● **What is needed**
Copy each line below that includes "tools".

● **Data under study**
-- Opening Marker --

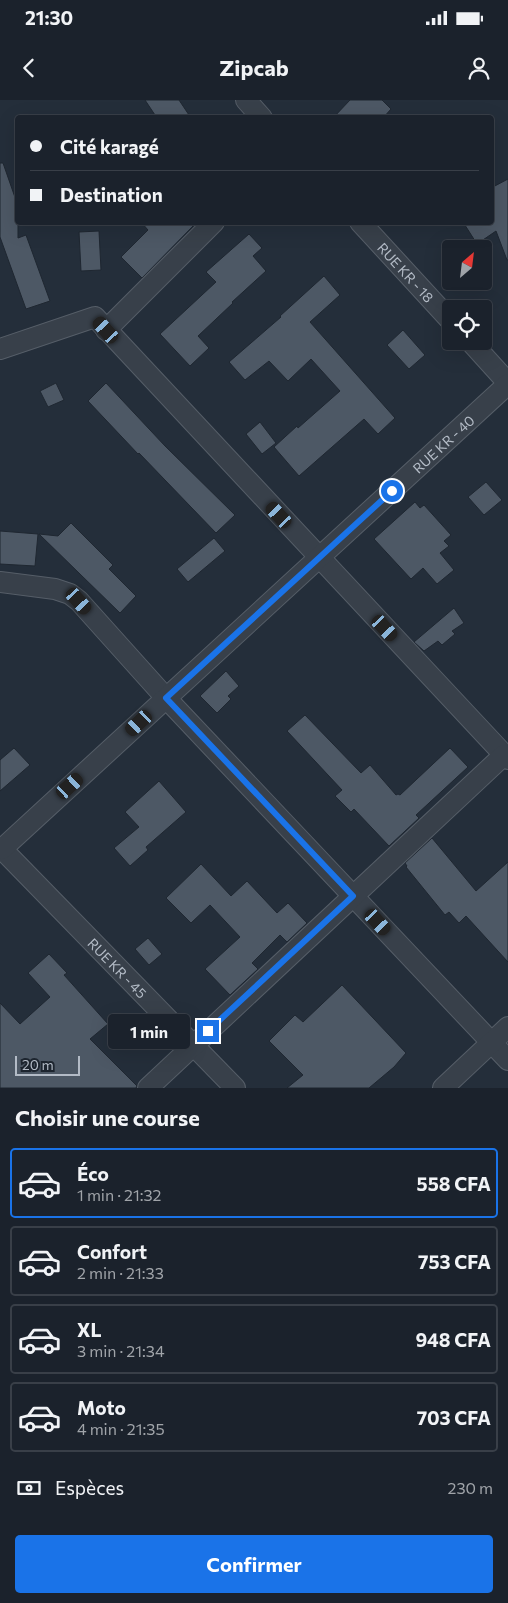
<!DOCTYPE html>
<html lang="fr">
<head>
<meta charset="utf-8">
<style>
  :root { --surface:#1b222c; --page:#282f38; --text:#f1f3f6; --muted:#a0a4a9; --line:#393f48; --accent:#1a73e8 }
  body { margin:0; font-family:Commissioner,sans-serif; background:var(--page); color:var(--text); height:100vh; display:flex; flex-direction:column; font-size:19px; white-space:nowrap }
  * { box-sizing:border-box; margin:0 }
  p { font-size:16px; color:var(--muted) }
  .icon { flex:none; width:28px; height:28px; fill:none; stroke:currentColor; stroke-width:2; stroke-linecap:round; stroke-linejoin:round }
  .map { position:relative; height:988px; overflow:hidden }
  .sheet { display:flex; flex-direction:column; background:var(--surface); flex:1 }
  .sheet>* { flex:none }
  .guide { position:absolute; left:15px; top:15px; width:479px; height:110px; border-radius:5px; box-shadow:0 5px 20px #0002,0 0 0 1px var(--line); display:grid; align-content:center; height:110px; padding:0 15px; background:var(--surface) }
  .needle { width:32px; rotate:28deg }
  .tools { position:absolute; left:442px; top:140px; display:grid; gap:10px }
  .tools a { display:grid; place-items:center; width:50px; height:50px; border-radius:5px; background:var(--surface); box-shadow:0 5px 20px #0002,0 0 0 1px var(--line); font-size:25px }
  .scale { position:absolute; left:15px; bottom:12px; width:65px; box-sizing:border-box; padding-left:5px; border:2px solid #b3bbc6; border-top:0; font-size:14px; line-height:18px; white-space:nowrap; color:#b3bbc6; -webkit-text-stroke:4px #1d252f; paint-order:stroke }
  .end { position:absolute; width:22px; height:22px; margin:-11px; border:6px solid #1a73e8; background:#fff; box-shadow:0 0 0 2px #fff }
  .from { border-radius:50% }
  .bubble { position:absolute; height:35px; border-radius:5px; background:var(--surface); box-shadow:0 5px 20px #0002,0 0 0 1px var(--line); font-size:16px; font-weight:700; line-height:35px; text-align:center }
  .car { position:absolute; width:15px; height:30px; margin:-15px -8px; border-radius:6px; box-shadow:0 0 4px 1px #0007; background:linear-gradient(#222 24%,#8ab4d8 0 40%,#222 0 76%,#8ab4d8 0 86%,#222 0) }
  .guide b { display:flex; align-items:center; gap:18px; height:48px; font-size:19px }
  .guide b+b { border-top:1px solid var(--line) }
  .guide i { width:12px; height:12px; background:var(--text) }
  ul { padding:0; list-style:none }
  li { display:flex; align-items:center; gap:15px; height:70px; margin:0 10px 8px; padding:0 5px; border:2px solid var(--line); border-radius:5px }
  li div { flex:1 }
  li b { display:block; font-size:19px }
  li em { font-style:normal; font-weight:700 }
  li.current { border-color:var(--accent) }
  li>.icon { width:45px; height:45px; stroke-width:1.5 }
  h2 { padding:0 15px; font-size:22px; line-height:60px }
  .pay { display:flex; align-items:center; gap:12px; height:55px; padding:0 15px; font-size:19px }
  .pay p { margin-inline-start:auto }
  .primary-button { display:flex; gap:10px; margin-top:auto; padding:10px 15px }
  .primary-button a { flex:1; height:58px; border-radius:5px; background:var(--accent); color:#fff; font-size:20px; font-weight:700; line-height:58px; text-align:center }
  .status { display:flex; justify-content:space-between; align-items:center; height:35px; padding:0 25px; background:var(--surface); direction:ltr }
  .status svg { height:14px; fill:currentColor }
  header { display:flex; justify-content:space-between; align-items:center; height:65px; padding:0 15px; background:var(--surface); font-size:22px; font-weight:700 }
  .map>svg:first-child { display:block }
</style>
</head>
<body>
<div class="status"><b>21:30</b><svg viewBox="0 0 49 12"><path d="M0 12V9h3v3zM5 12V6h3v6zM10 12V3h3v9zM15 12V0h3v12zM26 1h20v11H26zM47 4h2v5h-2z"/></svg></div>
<header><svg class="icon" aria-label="back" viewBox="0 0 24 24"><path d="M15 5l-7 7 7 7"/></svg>Zipcab<svg class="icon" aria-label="person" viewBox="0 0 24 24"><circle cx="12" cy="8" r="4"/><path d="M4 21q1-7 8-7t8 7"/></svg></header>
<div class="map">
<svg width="508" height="988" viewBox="0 0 508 988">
  <rect width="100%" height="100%" fill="#242e3a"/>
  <!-- building -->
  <g fill="#4d5865" stroke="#1f2731">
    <polygon points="145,0 179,0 191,18 157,18"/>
    <polygon points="350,0 382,0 391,9 383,18 333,18"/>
    <polygon points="0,63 3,63 18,106 18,138 26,135 50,201 26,209 0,137"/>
    <polygon points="508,79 508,160 507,160 496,131 477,144 463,122 491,122 491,88"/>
    <polygon points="141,122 197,122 142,178 121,157 148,130"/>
    <polygon points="99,131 101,170 81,171 79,132"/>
    <polygon points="249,134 262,148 253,156 266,171 232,202 233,203 198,236 209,248 190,266 160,234 216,182 206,172"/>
    <polygon points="324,176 340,195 310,222 395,318 378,334 364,319 299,376 274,347 297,326 298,328 340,291 311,259 288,281 269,261 245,280 229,262 281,217 280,216"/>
    <polygon points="403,230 425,255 409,269 387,245"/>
    <polygon points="56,283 64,300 48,307 40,291"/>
    <polygon points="106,283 165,346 235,415 216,433 139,353 138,354 88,301"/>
    <polygon points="260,322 276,343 262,354 246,334"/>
    <polygon points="486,382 502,400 484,415 468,397"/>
    <polygon points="415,402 420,408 424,405 451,435 444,441 449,446 440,453 454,470 437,484 423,468 411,479 374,439"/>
    <polygon points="71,423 113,465 109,469 136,496 120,513 39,434 58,436"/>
    <polygon points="0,431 38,434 35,466 0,464"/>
    <polygon points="214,438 225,451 188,482 177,469"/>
    <polygon points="454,508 464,523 452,531 455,534 442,545 438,541 424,551 414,542"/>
    <polygon points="226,571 239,586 228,596 231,599 217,613 200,596"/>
    <polygon points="305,615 361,673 370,665 396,695 398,694 400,695 450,648 468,667 416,715 419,718 389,746 354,709 351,712 335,696 342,690 287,631"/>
    <polygon points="14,648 30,665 0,691 0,660"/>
    <polygon points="159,681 186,712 146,747 148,750 130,766 114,748 139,727 125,712"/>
    <polygon points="432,738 476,791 508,762 508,862 466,816 459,823 449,812 445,815 406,767 407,766 405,763"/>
    <polygon points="201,764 231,796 247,781 277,813 288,803 307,823 287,842 280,835 252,863 258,869 230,895 205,869 240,837 210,805 191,823 166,798"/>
    <polygon points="148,838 162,854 149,865 135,849"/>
    <polygon points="49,854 67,873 64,875 108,924 90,939 137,986 136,988 0,988 0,903 20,924 50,897 28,873"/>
    <polygon points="342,885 406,953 394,967 369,988 287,988 303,975 269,941 295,915 303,922"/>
  </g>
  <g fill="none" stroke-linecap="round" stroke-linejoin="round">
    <!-- minor casing -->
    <g stroke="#565e68" stroke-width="22">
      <g id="minor">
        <polyline points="246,0 262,18"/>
        <path id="s1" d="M360,122L451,221"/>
        <polyline points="106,230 214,122"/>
        <polyline points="470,241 508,283"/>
        <polyline points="0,249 95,217 508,659"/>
        <polyline points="0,482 55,489 70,494 79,501 166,598 508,960"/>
        <path id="s2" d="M0,748L2,749L235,988"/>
        <path id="s3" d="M2,749L508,284"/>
        <polyline points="148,988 504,655"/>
        <polyline points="443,988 508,927"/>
      </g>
    </g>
    <!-- minor -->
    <use href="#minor" stroke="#38404a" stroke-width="20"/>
  </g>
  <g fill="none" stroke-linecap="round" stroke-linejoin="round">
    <!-- route -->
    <polyline stroke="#1a73e8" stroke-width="6" points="208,931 353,796 166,598 392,391"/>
  </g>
  <g text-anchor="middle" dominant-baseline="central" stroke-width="4.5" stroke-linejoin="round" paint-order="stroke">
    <!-- street labels -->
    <g font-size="14" fill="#b3bbc6" stroke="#1d252f">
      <text stroke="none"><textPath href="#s1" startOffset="68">RUE KR - 18</textPath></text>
      <text stroke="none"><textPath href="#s3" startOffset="599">RUE KR - 40</textPath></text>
      <text stroke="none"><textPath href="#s2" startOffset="168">RUE KR - 45</textPath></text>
    </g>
  </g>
</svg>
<div class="tools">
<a><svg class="needle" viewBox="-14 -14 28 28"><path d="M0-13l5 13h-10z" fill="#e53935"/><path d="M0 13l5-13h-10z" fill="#a0a4a9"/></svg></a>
<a><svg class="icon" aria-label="locate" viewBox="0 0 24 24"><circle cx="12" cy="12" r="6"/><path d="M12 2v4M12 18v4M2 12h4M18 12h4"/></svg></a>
</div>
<div class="scale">20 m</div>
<i class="end from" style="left:392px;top:391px"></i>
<i class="end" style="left:208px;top:931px"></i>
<div class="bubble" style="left:108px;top:914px;width:82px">1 min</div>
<i class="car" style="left:106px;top:230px;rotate:318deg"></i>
<i class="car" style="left:279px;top:415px;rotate:317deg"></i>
<i class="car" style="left:79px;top:501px;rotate:138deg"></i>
<i class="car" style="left:385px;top:528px;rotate:137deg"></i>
<i class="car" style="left:139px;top:623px;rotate:227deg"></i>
<i class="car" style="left:70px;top:686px;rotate:48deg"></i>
<i class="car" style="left:378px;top:822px;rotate:137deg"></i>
<div class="guide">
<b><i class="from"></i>Cité karagé</b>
<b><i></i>Destination</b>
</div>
</div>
<section class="sheet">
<h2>Choisir une course</h2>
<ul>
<li class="current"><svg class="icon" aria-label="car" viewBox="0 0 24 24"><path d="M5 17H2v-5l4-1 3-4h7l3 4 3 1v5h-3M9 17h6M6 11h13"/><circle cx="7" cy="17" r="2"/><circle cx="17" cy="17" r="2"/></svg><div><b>Éco</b><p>1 min · 21:32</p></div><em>558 CFA</em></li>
<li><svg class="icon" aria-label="car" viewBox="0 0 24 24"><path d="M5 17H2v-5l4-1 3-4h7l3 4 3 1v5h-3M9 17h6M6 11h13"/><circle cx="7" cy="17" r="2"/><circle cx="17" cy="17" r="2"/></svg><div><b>Confort</b><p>2 min · 21:33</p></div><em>753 CFA</em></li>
<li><svg class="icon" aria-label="car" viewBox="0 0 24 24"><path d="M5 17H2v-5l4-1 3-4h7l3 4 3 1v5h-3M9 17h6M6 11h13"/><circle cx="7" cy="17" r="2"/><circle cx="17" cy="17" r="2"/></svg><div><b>XL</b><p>3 min · 21:34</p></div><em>948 CFA</em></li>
<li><svg class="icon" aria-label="car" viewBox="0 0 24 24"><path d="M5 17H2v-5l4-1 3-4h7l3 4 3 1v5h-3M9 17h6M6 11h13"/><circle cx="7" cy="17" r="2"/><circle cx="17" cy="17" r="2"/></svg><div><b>Moto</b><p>4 min · 21:35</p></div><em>703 CFA</em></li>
</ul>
<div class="pay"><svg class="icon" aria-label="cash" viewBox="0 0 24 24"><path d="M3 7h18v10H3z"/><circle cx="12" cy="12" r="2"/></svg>Espèces<p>230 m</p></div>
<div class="primary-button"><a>Confirmer</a></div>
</section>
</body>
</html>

-- Closing Marker --

● **Solution to this problem**
  .tools { position:absolute; left:442px; top:140px; display:grid; gap:10px }
  .tools a { display:grid; place-items:center; width:50px; height:50px; border-radius:5px; background:var(--surface); box-shadow:0 5px 20px #0002,0 0 0 1px var(--line); font-size:25px }
<div class="tools">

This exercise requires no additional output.